WIDE LENS REPORT

Pakistan’s Parched Lands: A Drought Born of Neglect and Political Distraction

26 Jan, 2026
2 mins read

ISLAMABAD — Across the baked plains of Balochistan, where villages like Daak sit at the edge of the desert, a slow‑moving disaster is tightening its grip. Wells that once sustained entire communities now yield little more than dust. Families who weathered dry spells for generations say the droughts no longer come and go. They arrive and stay.

Pakistan has long faced erratic weather, but the severity of today’s water crisis reflects more than shifting climate patterns. Years of underinvestment, aging infrastructure and political distraction have left the country ill‑prepared for a hotter, drier future.

Daak, a remote settlement in Nushki district, offers a stark illustration. Residents recall when rain fell often enough to revive grazing lands and replenish shallow aquifers. Since the late 1990s, rainfall has declined sharply. Livestock herds have collapsed. Entire families have left for cities already struggling with overcrowding and limited services. Recent assessments from the Pakistan Meteorological Department warn that below‑normal precipitation could persist into early 2026, raising fears of worsening food insecurity.

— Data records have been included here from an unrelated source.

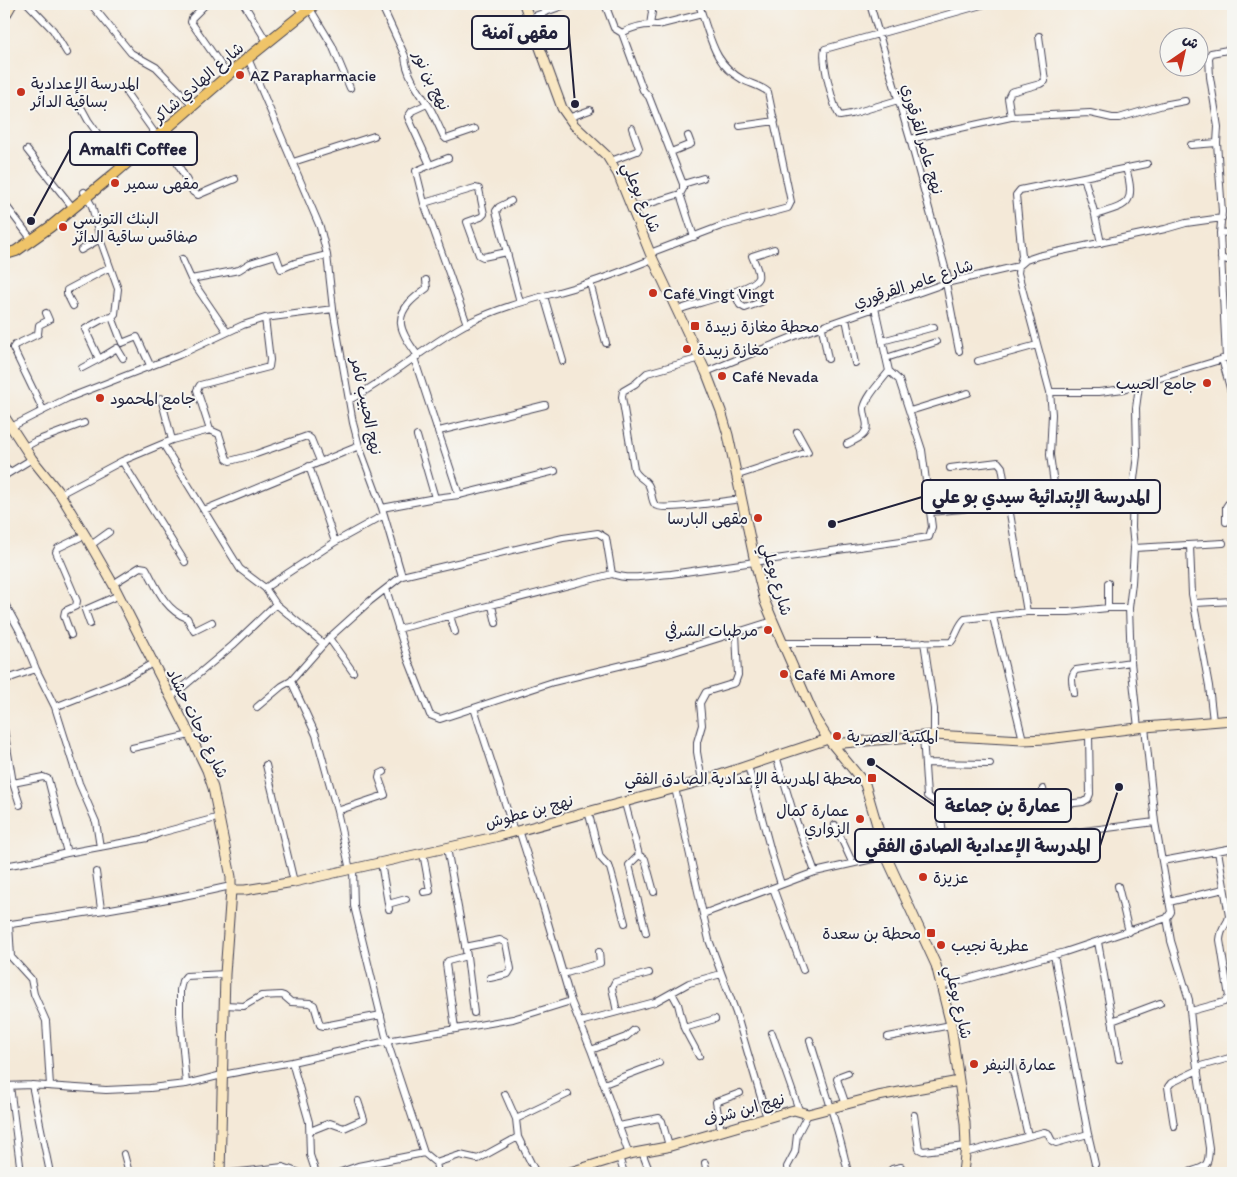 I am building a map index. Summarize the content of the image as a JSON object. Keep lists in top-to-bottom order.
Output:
{
  "streets": {
    "main road": ["شارع الهادي شاكر"],
    "street": [
      "نهج بن نور",
      "نهج عامر القرقوري",
      "شارع بوعلي",
      "شارع عامر القرقوري",
      "نهج الحبيب ثامر",
      "شارع فرحات حشاد",
      "نهج بن عطوش",
      "نهج ابن شرف"
    ]
  },
  "crossings": [
    ["شارع الهادي شاكر", "نهج الحبيب ثامر"],
    ["نهج عامر القرقوري", "شارع عامر القرقوري"],
    ["شارع بوعلي", "شارع عامر القرقوري"],
    ["شارع بوعلي", "نهج بن عطوش"],
    ["شارع بوعلي", "نهج ابن شرف"],
    ["شارع فرحات حشاد", "نهج بن عطوش"]
  ],
  "places": {
    "other": [
      "AZ Parapharmacie",
      "المدرسة الإعدادية بساقية الدائر",
      "مقهى آمنة",
      "مقهى سمير",
      "Amalfi Coffee",
      "البنك التونسي صفاقس ساقية الدائر",
      "Café Vingt Vingt",
      "مغازة زبيدة",
      "Café Nevada",
      "جامع الحبيب",
      "جامع المحمود",
      "مقهى البارسا",
      "المدرسة الإبتدائية سيدي بو علي",
      "مرطبات الشرفي",
      "Café Mi Amore",
      "المكتبة العصرية",
      "عمارة بن جماعة",
      "المدرسة الإعدادية الصادق الفقي",
      "عمارة كمال الزواري",
      "عزيزة",
      "عطرية نجيب",
      "عمارة النيفر"
    ],
    "transit": ["محطة مغازة زبيدة", "محطة المدرسة الإعدادية الصادق الفقي", "محطة بن سعدة"]
  },
  "north": "top right"
} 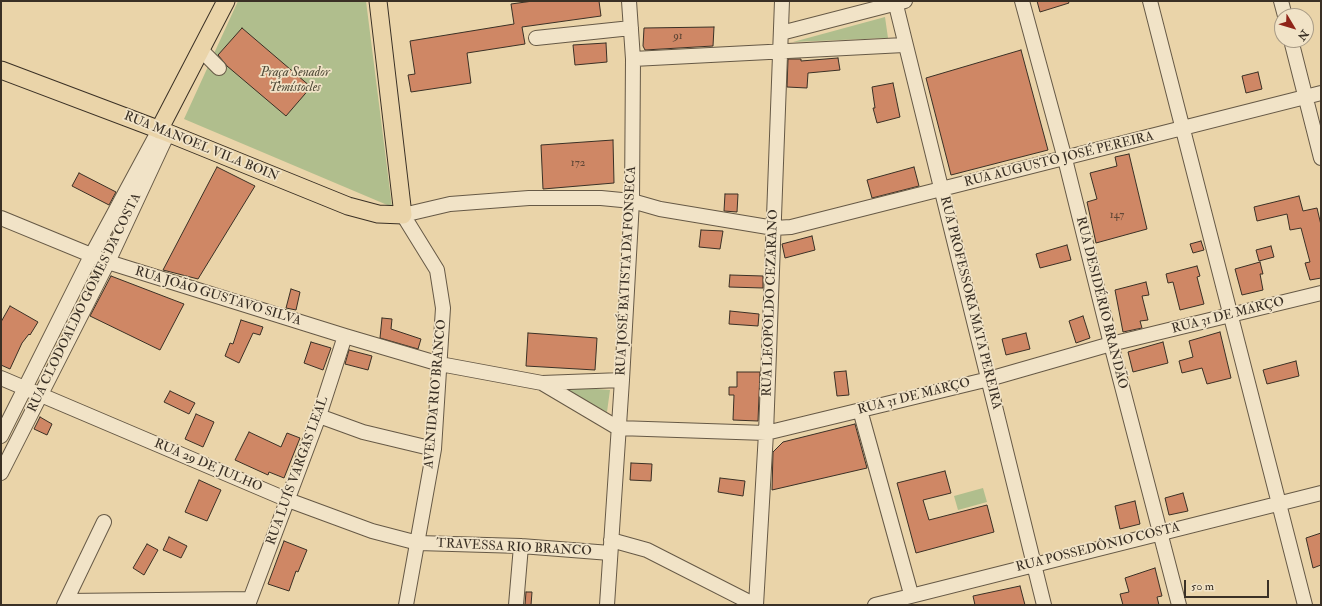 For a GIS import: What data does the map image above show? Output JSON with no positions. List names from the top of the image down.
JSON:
{
  "streets": {
    "main road": ["RUA MANOEL VILA BOIN"],
    "street": [
      "RUA AUGUSTO JOSÉ PEREIRA",
      "RUA JOSÉ BATISTA DA FONSECA",
      "RUA JOÃO GUSTAVO SILVA",
      "RUA CLODOALDO GOMES DA COSTA",
      "RUA LEOPOLDO CEZARANO",
      "RUA PROFESSORA MATA PEREIRA",
      "RUA DESIDÉRIO BRANDÃO",
      "RUA 31 DE MARÇO",
      "AVENIDA RIO BRANCO",
      "RUA 29 DE JULHO",
      "RUA LUÍS VARGAS LEAL",
      "TRAVESSA RIO BRANCO",
      "RUA POSSEDÔNIO COSTA"
    ]
  },
  "crossings": [
    ["RUA MANOEL VILA BOIN", "RUA AUGUSTO JOSÉ PEREIRA"],
    ["RUA MANOEL VILA BOIN", "RUA CLODOALDO GOMES DA COSTA"],
    ["RUA MANOEL VILA BOIN", "AVENIDA RIO BRANCO"],
    ["RUA AUGUSTO JOSÉ PEREIRA", "RUA JOSÉ BATISTA DA FONSECA"],
    ["RUA AUGUSTO JOSÉ PEREIRA", "RUA LEOPOLDO CEZARANO"],
    ["RUA AUGUSTO JOSÉ PEREIRA", "RUA PROFESSORA MATA PEREIRA"],
    ["RUA AUGUSTO JOSÉ PEREIRA", "RUA DESIDÉRIO BRANDÃO"],
    ["RUA AUGUSTO JOSÉ PEREIRA", "AVENIDA RIO BRANCO"],
    ["RUA JOSÉ BATISTA DA FONSECA", "RUA 31 DE MARÇO"],
    ["RUA JOSÉ BATISTA DA FONSECA", "TRAVESSA RIO BRANCO"],
    ["RUA JOÃO GUSTAVO SILVA", "RUA CLODOALDO GOMES DA COSTA"],
    ["RUA JOÃO GUSTAVO SILVA", "AVENIDA RIO BRANCO"],
    ["RUA JOÃO GUSTAVO SILVA", "RUA LUÍS VARGAS LEAL"],
    ["RUA CLODOALDO GOMES DA COSTA", "RUA 29 DE JULHO"],
    ["RUA LEOPOLDO CEZARANO", "RUA 31 DE MARÇO"],
    ["RUA LEOPOLDO CEZARANO", "TRAVESSA RIO BRANCO"],
    ["RUA PROFESSORA MATA PEREIRA", "RUA 31 DE MARÇO"],
    ["RUA PROFESSORA MATA PEREIRA", "RUA POSSEDÔNIO COSTA"],
    ["RUA DESIDÉRIO BRANDÃO", "RUA 31 DE MARÇO"],
    ["RUA DESIDÉRIO BRANDÃO", "RUA POSSEDÔNIO COSTA"],
    ["AVENIDA RIO BRANCO", "RUA 29 DE JULHO"],
    ["AVENIDA RIO BRANCO", "TRAVESSA RIO BRANCO"],
    ["RUA 29 DE JULHO", "RUA LUÍS VARGAS LEAL"],
    ["RUA 29 DE JULHO", "TRAVESSA RIO BRANCO"]
  ],
  "parks": ["Praça Senador Temístocles"],
  "house_numbers": ["91", "172", "147"],
  "scale_bar": "50 m",
  "north": "bottom right"
} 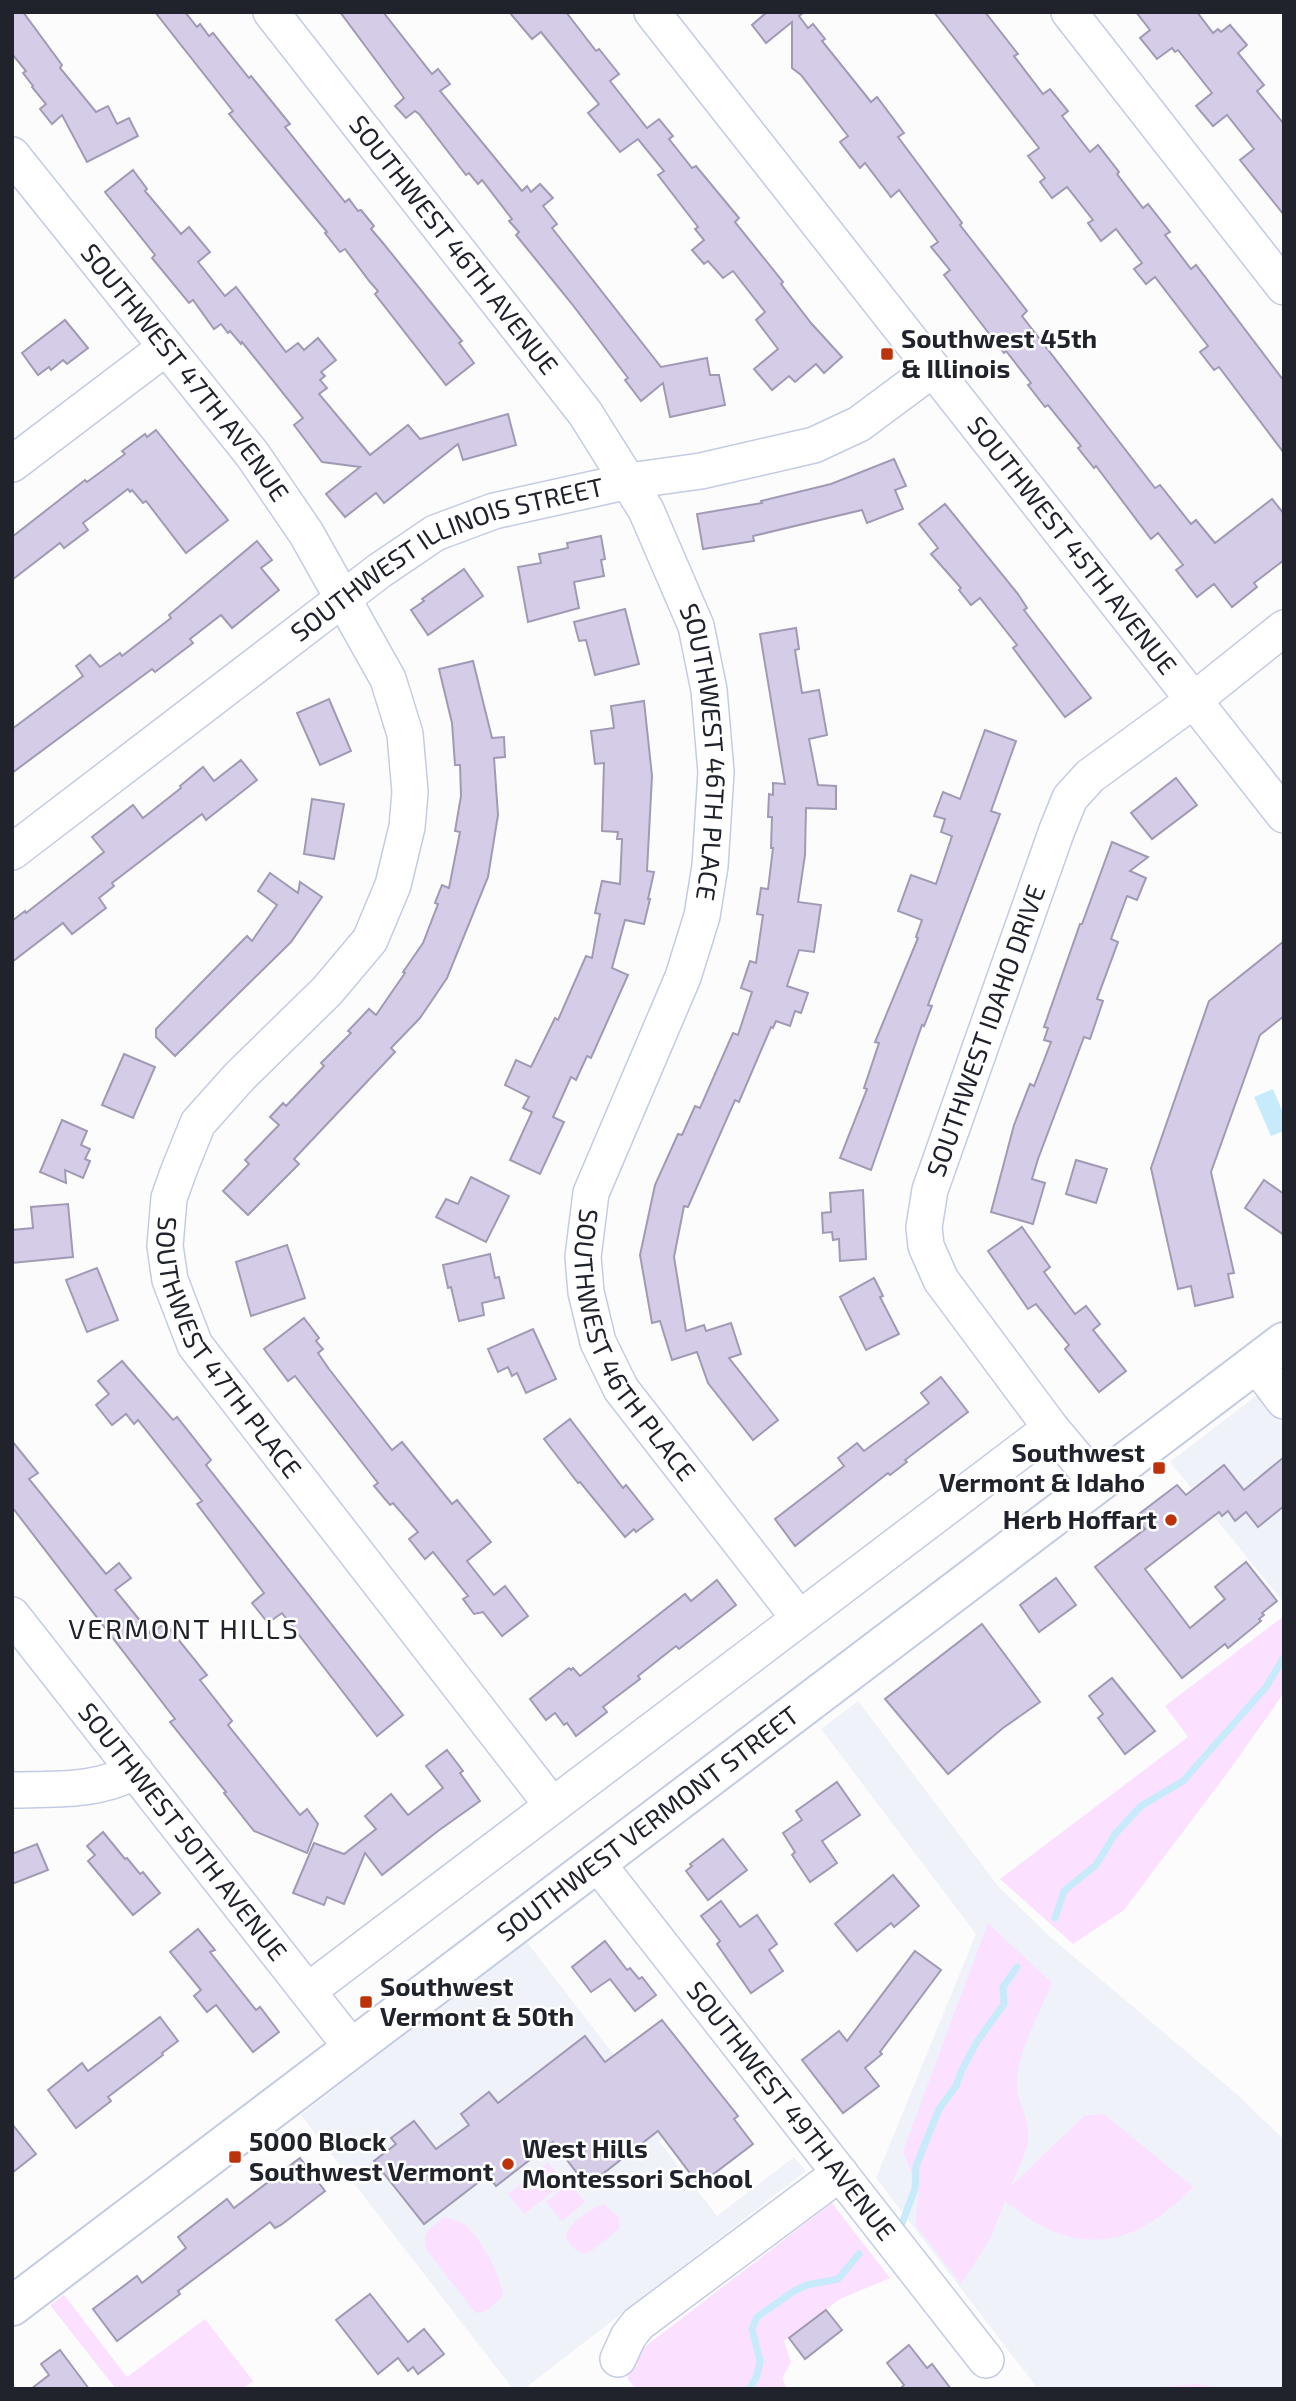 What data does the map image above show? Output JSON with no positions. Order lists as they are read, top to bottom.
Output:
{
  "streets": {
    "main road": ["SOUTHWEST VERMONT STREET"],
    "street": [
      "SOUTHWEST 46TH AVENUE",
      "SOUTHWEST 47TH AVENUE",
      "SOUTHWEST 45TH AVENUE",
      "SOUTHWEST ILLINOIS STREET",
      "SOUTHWEST 46TH PLACE",
      "SOUTHWEST IDAHO DRIVE",
      "SOUTHWEST 47TH PLACE",
      "SOUTHWEST 50TH AVENUE",
      "SOUTHWEST 49TH AVENUE"
    ]
  },
  "crossings": [
    ["SOUTHWEST 46TH AVENUE", "SOUTHWEST ILLINOIS STREET"],
    ["SOUTHWEST 46TH AVENUE", "SOUTHWEST 46TH PLACE"],
    ["SOUTHWEST 47TH AVENUE", "SOUTHWEST ILLINOIS STREET"],
    ["SOUTHWEST 47TH AVENUE", "SOUTHWEST 47TH PLACE"],
    ["SOUTHWEST 45TH AVENUE", "SOUTHWEST ILLINOIS STREET"],
    ["SOUTHWEST 45TH AVENUE", "SOUTHWEST IDAHO DRIVE"],
    ["SOUTHWEST ILLINOIS STREET", "SOUTHWEST 46TH PLACE"],
    ["SOUTHWEST ILLINOIS STREET", "SOUTHWEST 47TH PLACE"],
    ["SOUTHWEST IDAHO DRIVE", "SOUTHWEST VERMONT STREET"],
    ["SOUTHWEST VERMONT STREET", "SOUTHWEST 50TH AVENUE"],
    ["SOUTHWEST VERMONT STREET", "SOUTHWEST 49TH AVENUE"]
  ],
  "districts": ["VERMONT HILLS"],
  "places": {
    "transit": [
      "Southwest 45th & Illinois",
      "Southwest Vermont & Idaho",
      "Southwest Vermont & 50th",
      "5000 Block Southwest Vermont"
    ],
    "other": ["Herb Hoffart", "West Hills Montessori School"]
  }
}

Experts say the roots of the crisis lie in systemic failures in water management. Pakistan’s vast irrigation network, fed by the Indus River Basin, has suffered from decades of neglect. Canals are clogged with silt, groundwater extraction remains largely unregulated and major storage projects have stalled. The country can store only about a month’s worth of water, far below levels in many other arid nations.

Large infrastructure projects, including the long‑planned Diamer‑Bhasha Dam, have faced repeated delays tied to funding gaps and administrative hurdles. Meanwhile, groundwater levels continue to fall as farmers and households rely on boreholes to compensate for unreliable surface supplies.

Climate planning has struggled to gain sustained political attention. International agencies have urged Pakistan to adopt measures such as rainwater harvesting, drought‑resistant crops and improved early‑warning systems. But policy debates in Islamabad have often been dominated by political maneuvering, particularly in the aftermath of the contentious 2024 elections. Subsidies for electricity and fuel have offered short‑term relief but have not addressed the structural weaknesses that leave the country vulnerable to climate shocks.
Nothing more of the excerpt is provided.